How to encode categorical variables with Dask

Sultan Orazbayev
May 27, 2022

This blog post explains how to encode categorical variables with Dask and how to prepare categorical variables for machine learning algorithms. Using categorical variables correctly can give you significant performance boosts and speed up your data analyses.

The main idea in converting a variable to categorical dtype is creating a lookup table that associates each unique value of the original variable with a unique integer.

For example, if we have a column of 100 rows but only 2 unique names, “Alice” and “Bob”, then we can replace all occurrences of “Alice” with an integer 1 and replace all occurrences of “Bob” with an integer 2. This will reduce the memory needed to operate on the data and will give you performance improvements for filtering/querying the data.

Converting categorical variables is also a necessary step during data preparation for many machine learning algorithms.

Dask Categorical: Minimal Example

Let’s get started with a minimal example using a synthetic time series dataset, which contains four columns indexed by a timestamp.

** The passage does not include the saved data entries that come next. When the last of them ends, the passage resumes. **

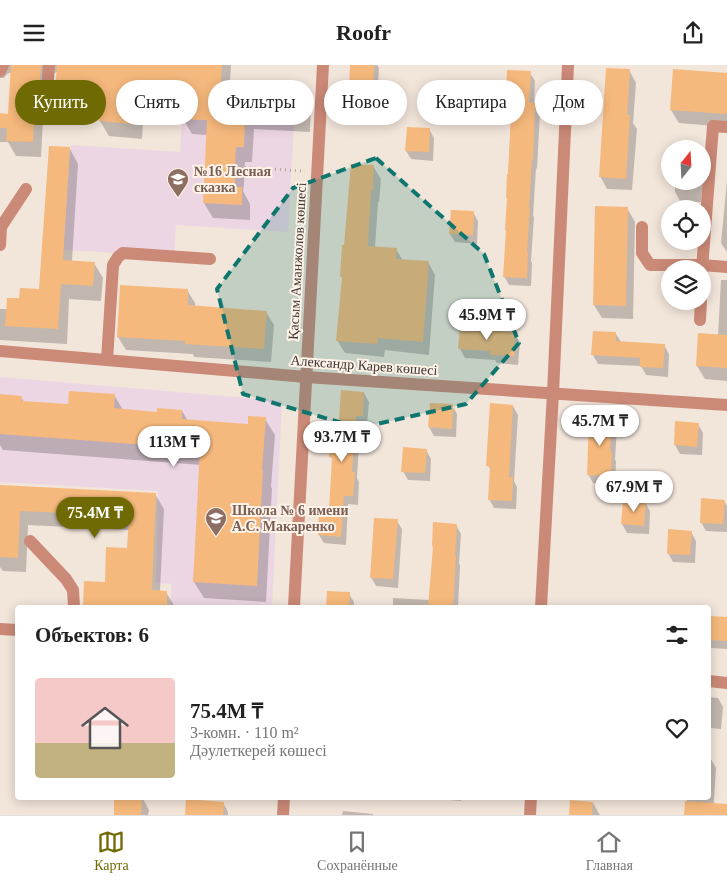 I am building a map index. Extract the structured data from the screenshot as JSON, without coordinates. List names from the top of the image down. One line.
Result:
{"streets":{"street":["Қасым Аманжолов көшесі","Александр Карев көшесі"]},"crossings":[["Қасым Аманжолов көшесі","Александр Карев көшесі"]],"places":{"school or university":["№16 Лесная сказка","Школа № 6 имени А.С. Макаренко"]},"north":"top","page":{"header":"Roofr","chip":["Купить","Снять","Фильтры","Новое","Квартира","Дом"],"price":["45.9M ₸","45.7M ₸","93.7M ₸","113M ₸","67.9M ₸","75.4M ₸"],"heading":"Объектов: 6","list":[{"name":"75.4M ₸","note":"3-комн. · 110 m² · Дәулеткерей көшесі"}],"tabs":["Карта","Сохранённые","Главная"]}} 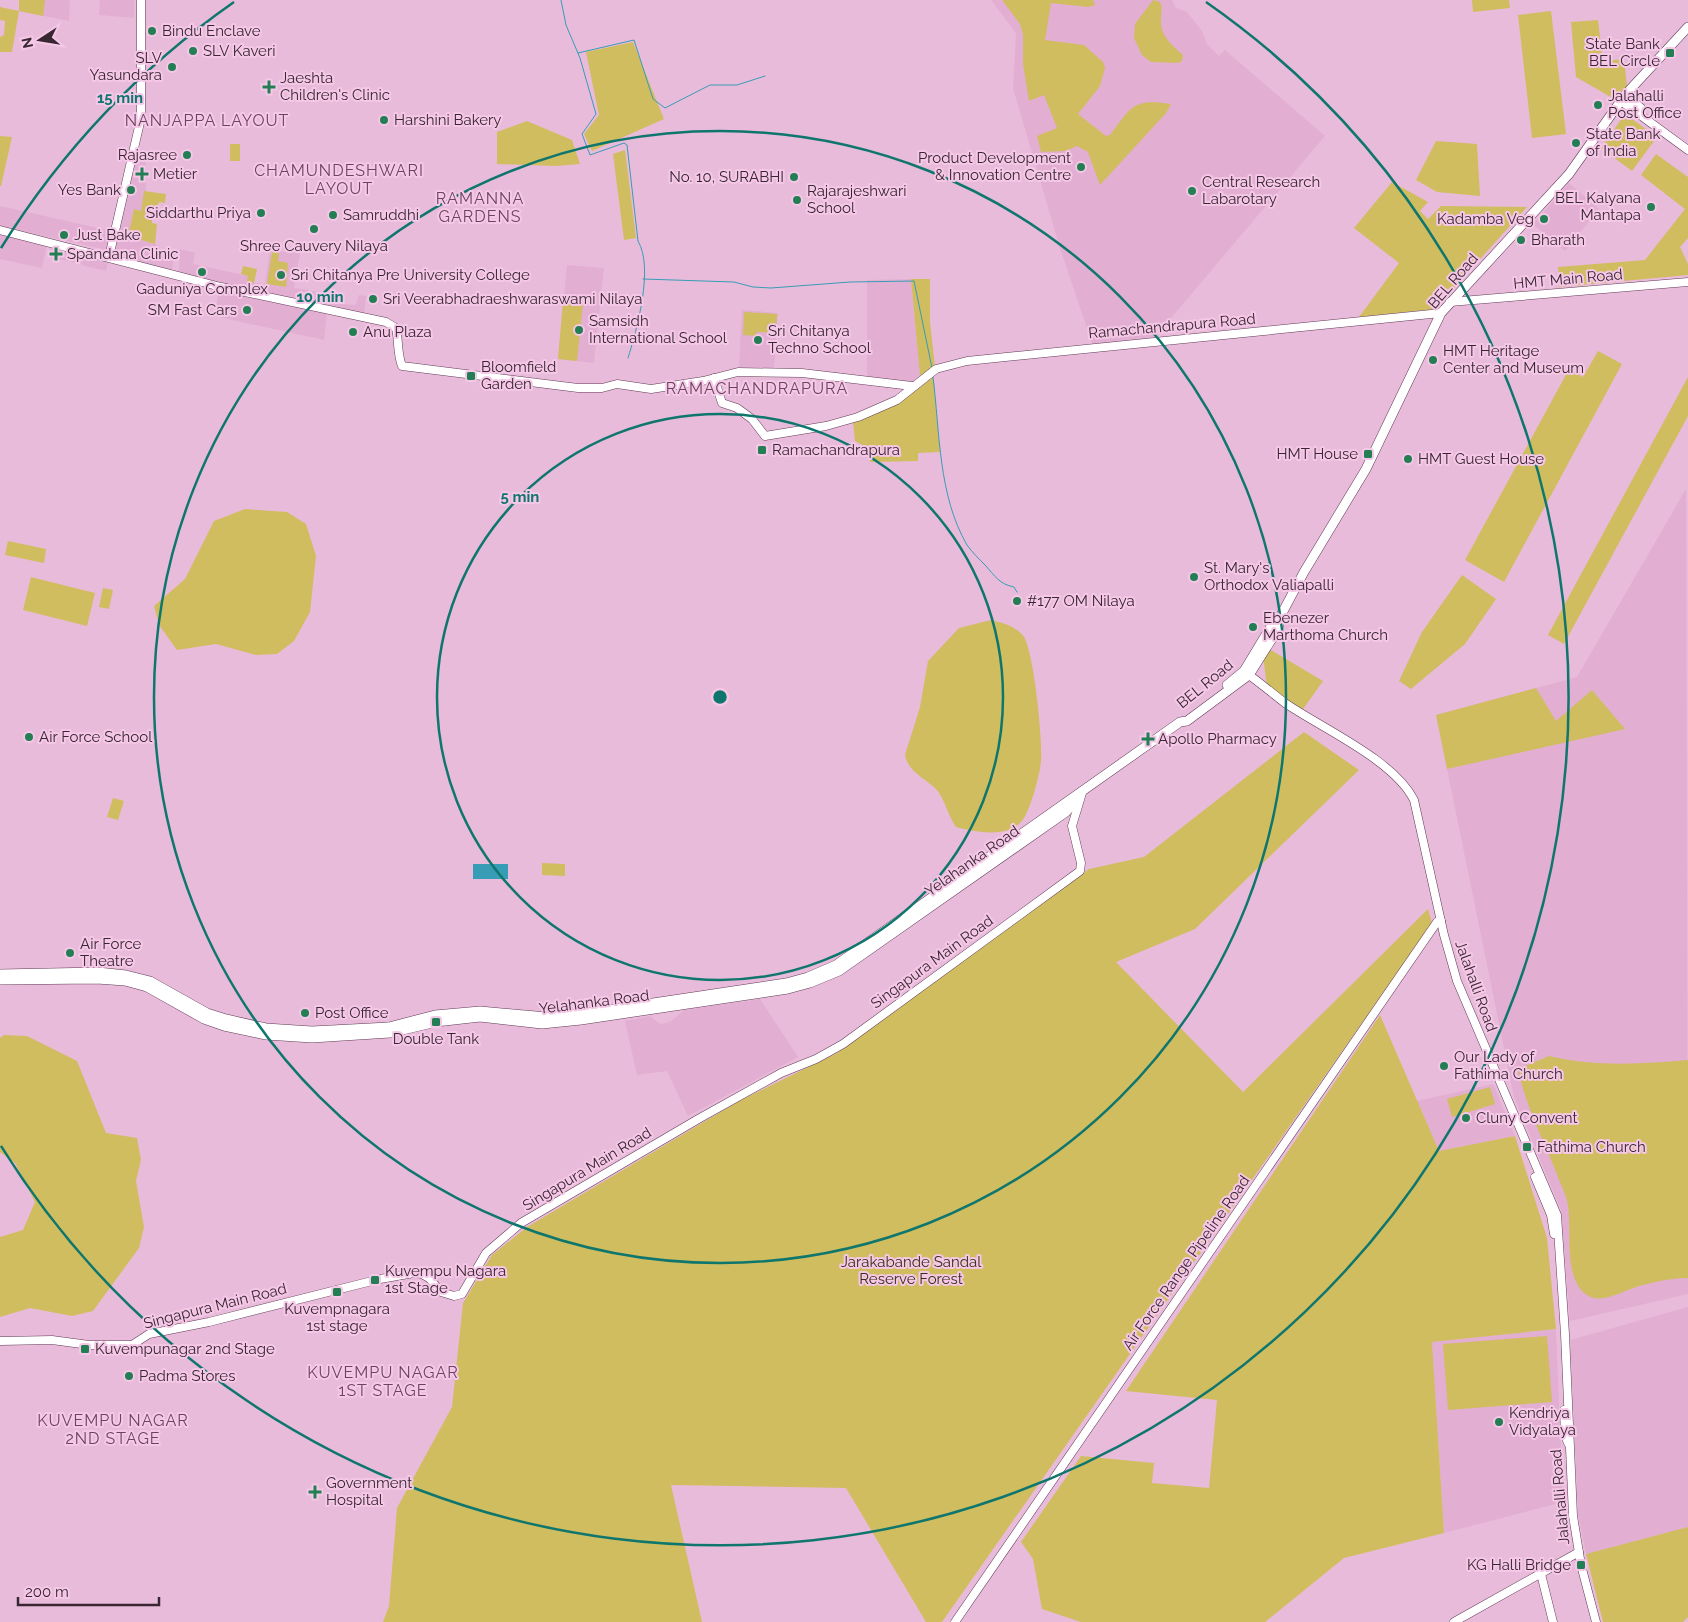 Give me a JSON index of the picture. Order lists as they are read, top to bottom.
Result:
{
  "streets": {
    "main road": ["BEL Road", "Yelahanka Road"],
    "street": [
      "HMT Main Road",
      "Ramachandrapura Road",
      "Singapura Main Road",
      "Jalahalli Road",
      "Air Force Range Pipeline Road"
    ]
  },
  "crossings": [
    ["HMT Main Road", "BEL Road"],
    ["BEL Road", "Ramachandrapura Road"],
    ["BEL Road", "Yelahanka Road"],
    ["BEL Road", "Jalahalli Road"],
    ["Yelahanka Road", "Singapura Main Road"],
    ["Jalahalli Road", "Air Force Range Pipeline Road"]
  ],
  "districts": [
    "NANJAPPA LAYOUT",
    "CHAMUNDESHWARI LAYOUT",
    "RAMANNA GARDENS",
    "RAMACHANDRAPURA",
    "KUVEMPU NAGAR 1ST STAGE",
    "KUVEMPU NAGAR 2ND STAGE"
  ],
  "parks": ["Jarakabande Sandal Reserve Forest"],
  "places": {
    "other": [
      "Bindu Enclave",
      "SLV Kaveri",
      "SLV Yasundara",
      "Jalahalli Post Office",
      "Harshini Bakery",
      "State Bank of India",
      "Rajasree",
      "Product Development & Innovation Centre",
      "No. 10, SURABHI",
      "Yes Bank",
      "Central Research Labarotary",
      "Rajarajeshwari School",
      "BEL Kalyana Mantapa",
      "Siddarthu Priya",
      "Samruddhi",
      "Kadamba Veg",
      "Shree Cauvery Nilaya",
      "Just Bake",
      "Bharath",
      "Gaduniya Complex",
      "Sri Chitanya Pre University College",
      "Sri Veerabhadraeshwaraswami Nilaya",
      "SM Fast Cars",
      "Samsidh International School",
      "Anu Plaza",
      "Sri Chitanya Techno School",
      "HMT Heritage Center and Museum",
      "HMT Guest House",
      "St. Mary's Orthodox Valiapalli",
      "#177 OM Nilaya",
      "Ebenezer Marthoma Church",
      "Air Force School",
      "Air Force Theatre",
      "Post Office",
      "Our Lady of Fathima Church",
      "Cluny Convent",
      "Padma Stores",
      "Kendriya Vidyalaya"
    ],
    "transit": [
      "State Bank BEL Circle",
      "Bloomfield Garden",
      "Ramachandrapura",
      "HMT House",
      "Double Tank",
      "Fathima Church",
      "Kuvempu Nagara 1st Stage",
      "Kuvempnagara 1st stage",
      "Kuvempunagar 2nd Stage",
      "KG Halli Bridge"
    ],
    "health": [
      "Jaeshta Children's Clinic",
      "Metier",
      "Spandana Clinic",
      "Apollo Pharmacy",
      "Government Hospital"
    ]
  },
  "scale_bar": "200 m",
  "north": "left",
  "rings": ["15 min", "10 min", "5 min"]
} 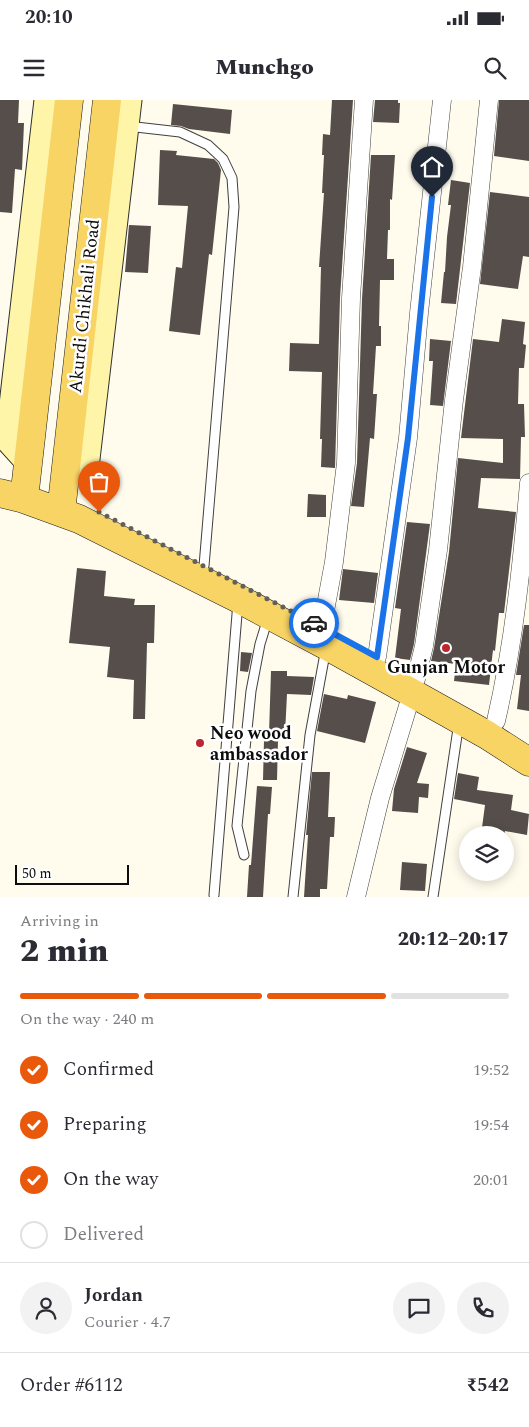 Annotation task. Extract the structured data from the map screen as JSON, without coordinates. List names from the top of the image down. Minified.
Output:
{"streets":{"main road":["Akurdi Chikhali Road"]},"places":["Gunjan Motor","Neo wood ambassador"],"scale_bar":"50 m","page":{"status":"20:10","header":"Munchgo","scale":"50 m","heading":["2 min","Arriving in","20:12–20:17"],"panel":["Jordan","Courier · 4.7","Order #6112","₹542"],"bar":"On the way · 240 m","list":[["Confirmed","19:52"],["Preparing","19:54"],["On the way","20:01"],"Delivered"]}} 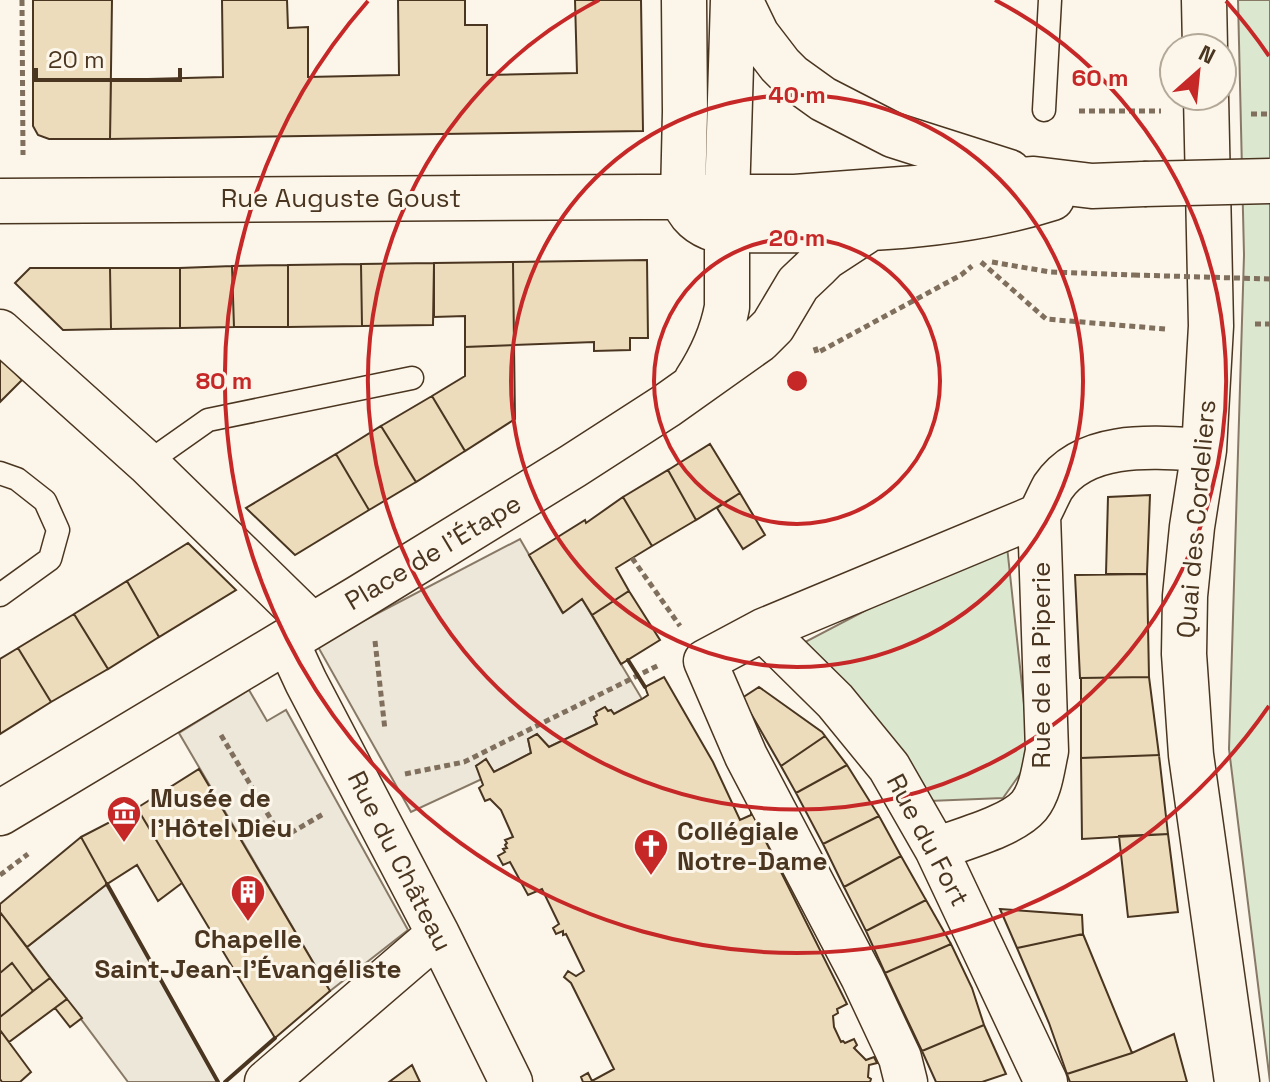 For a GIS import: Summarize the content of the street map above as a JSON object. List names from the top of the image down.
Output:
{
  "streets": {
    "main road": ["Rue Auguste Goust", "Quai des Cordeliers", "Place de l'Étape"],
    "street": ["Rue de la Piperie", "Rue du Fort", "Rue du Château"]
  },
  "crossings": [
    ["Place de l'Étape", "Rue du Château"],
    ["Rue de la Piperie", "Rue du Fort"]
  ],
  "places": {
    "museum": ["Musée de l'Hôtel Dieu"],
    "church": ["Collégiale Notre-Dame"],
    "building": ["Chapelle Saint-Jean-l'Évangéliste"]
  },
  "scale_bar": "20 m",
  "north": "top right",
  "rings": [
    "60 m",
    "40 m",
    "20 m",
    "80 m"
  ]
} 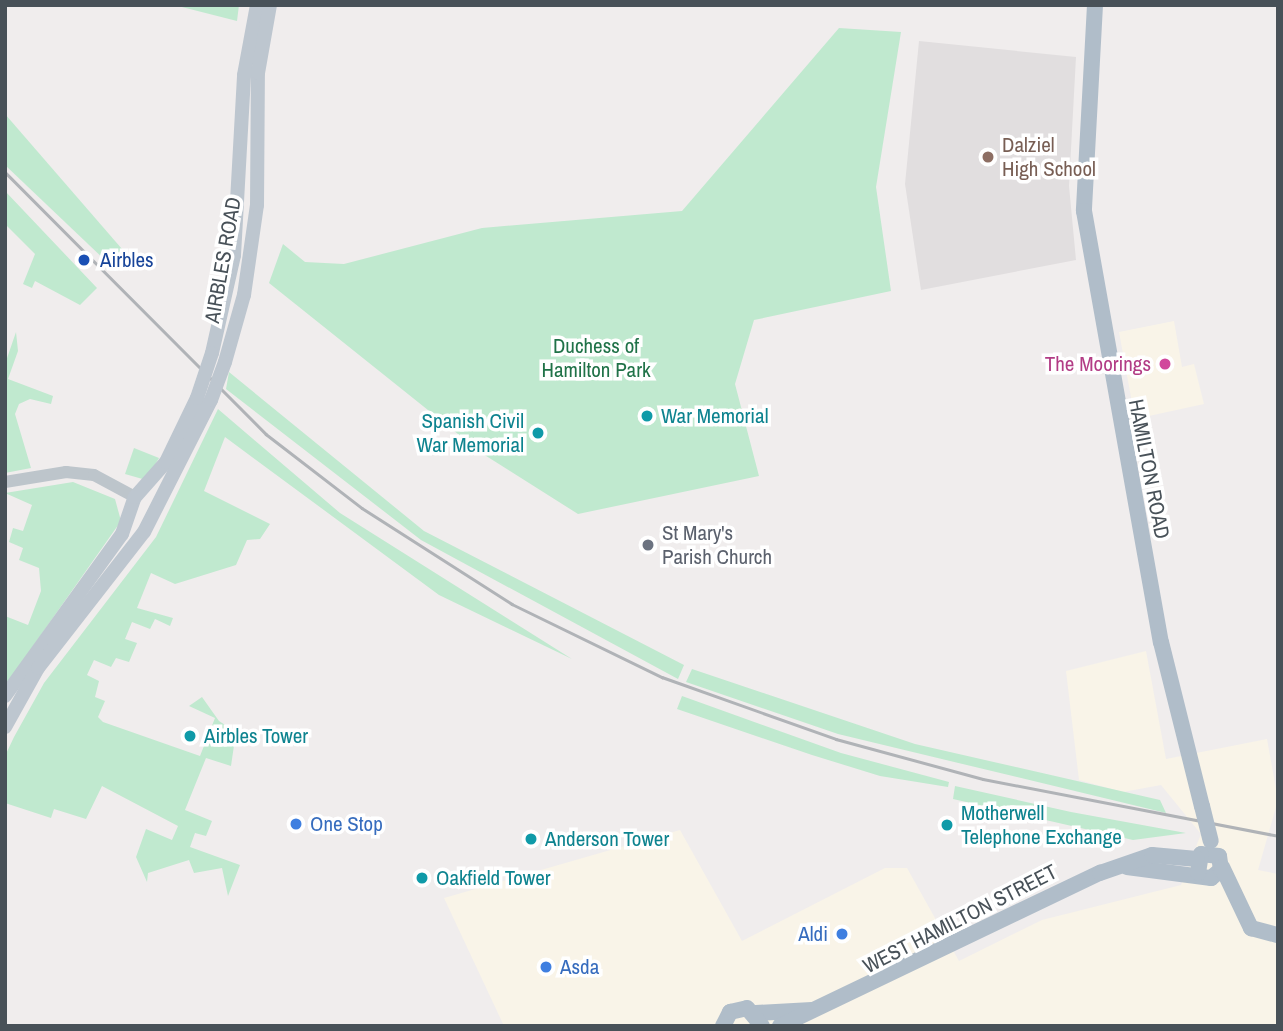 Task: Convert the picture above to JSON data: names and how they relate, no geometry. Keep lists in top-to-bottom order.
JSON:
{
  "streets": {
    "main road": ["AIRBLES ROAD", "HAMILTON ROAD", "WEST HAMILTON STREET"]
  },
  "crossings": [
    ["HAMILTON ROAD", "WEST HAMILTON STREET"]
  ],
  "parks": ["Duchess of Hamilton Park"],
  "places": [
    "Dalziel High School",
    "Airbles",
    "The Moorings",
    "War Memorial",
    "Spanish Civil War Memorial",
    "St Mary's Parish Church",
    "Airbles Tower",
    "One Stop",
    "Motherwell Telephone Exchange",
    "Anderson Tower",
    "Oakfield Tower",
    "Aldi",
    "Asda"
  ]
} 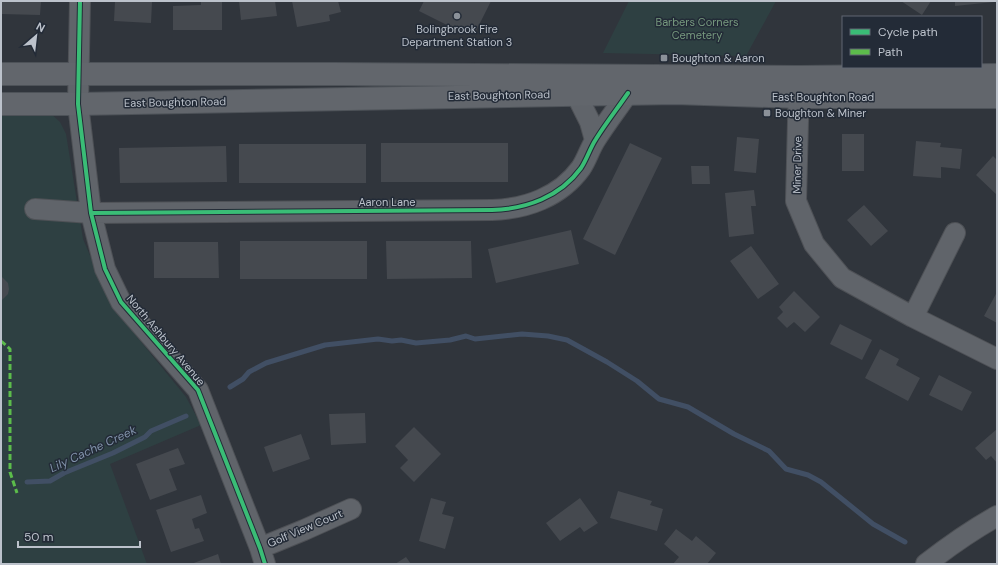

The four columns are: id (integer), name (string), x and y (floats).

from dask.datasets import timeseries

ddf = timeseries(
   start="2000-01-01",
   end="2000-6-30",
   partition_freq="1M",
   seed=0,
   )

print(ddf.dtypes)
# id        int64
# name     object
# x       float64
# y       float64
# dtype: object
//]]>

The dataframe contains 6 partitions, one per month. Let’s inspect the memory footprint of each partition using memory_usage_per_partition:

print(
   "Memory usage per partition (MB):",
   ddf.memory_usage_per_partition(deep=True).compute() / (1024**2),
   sep="\n",
)
# Memory usage per partition (MB):
# 0    225.443604
# 1    240.991914
# 2    233.216937
# 3    240.989604
# 4    233.214606
# dtype: float64
//]]>

To ensure that we obtain the accurate memory usage of the object columns (in this case only one column, “name”), we will pass kwarg `deep=True`. Read this blog for more on Dask memory usage.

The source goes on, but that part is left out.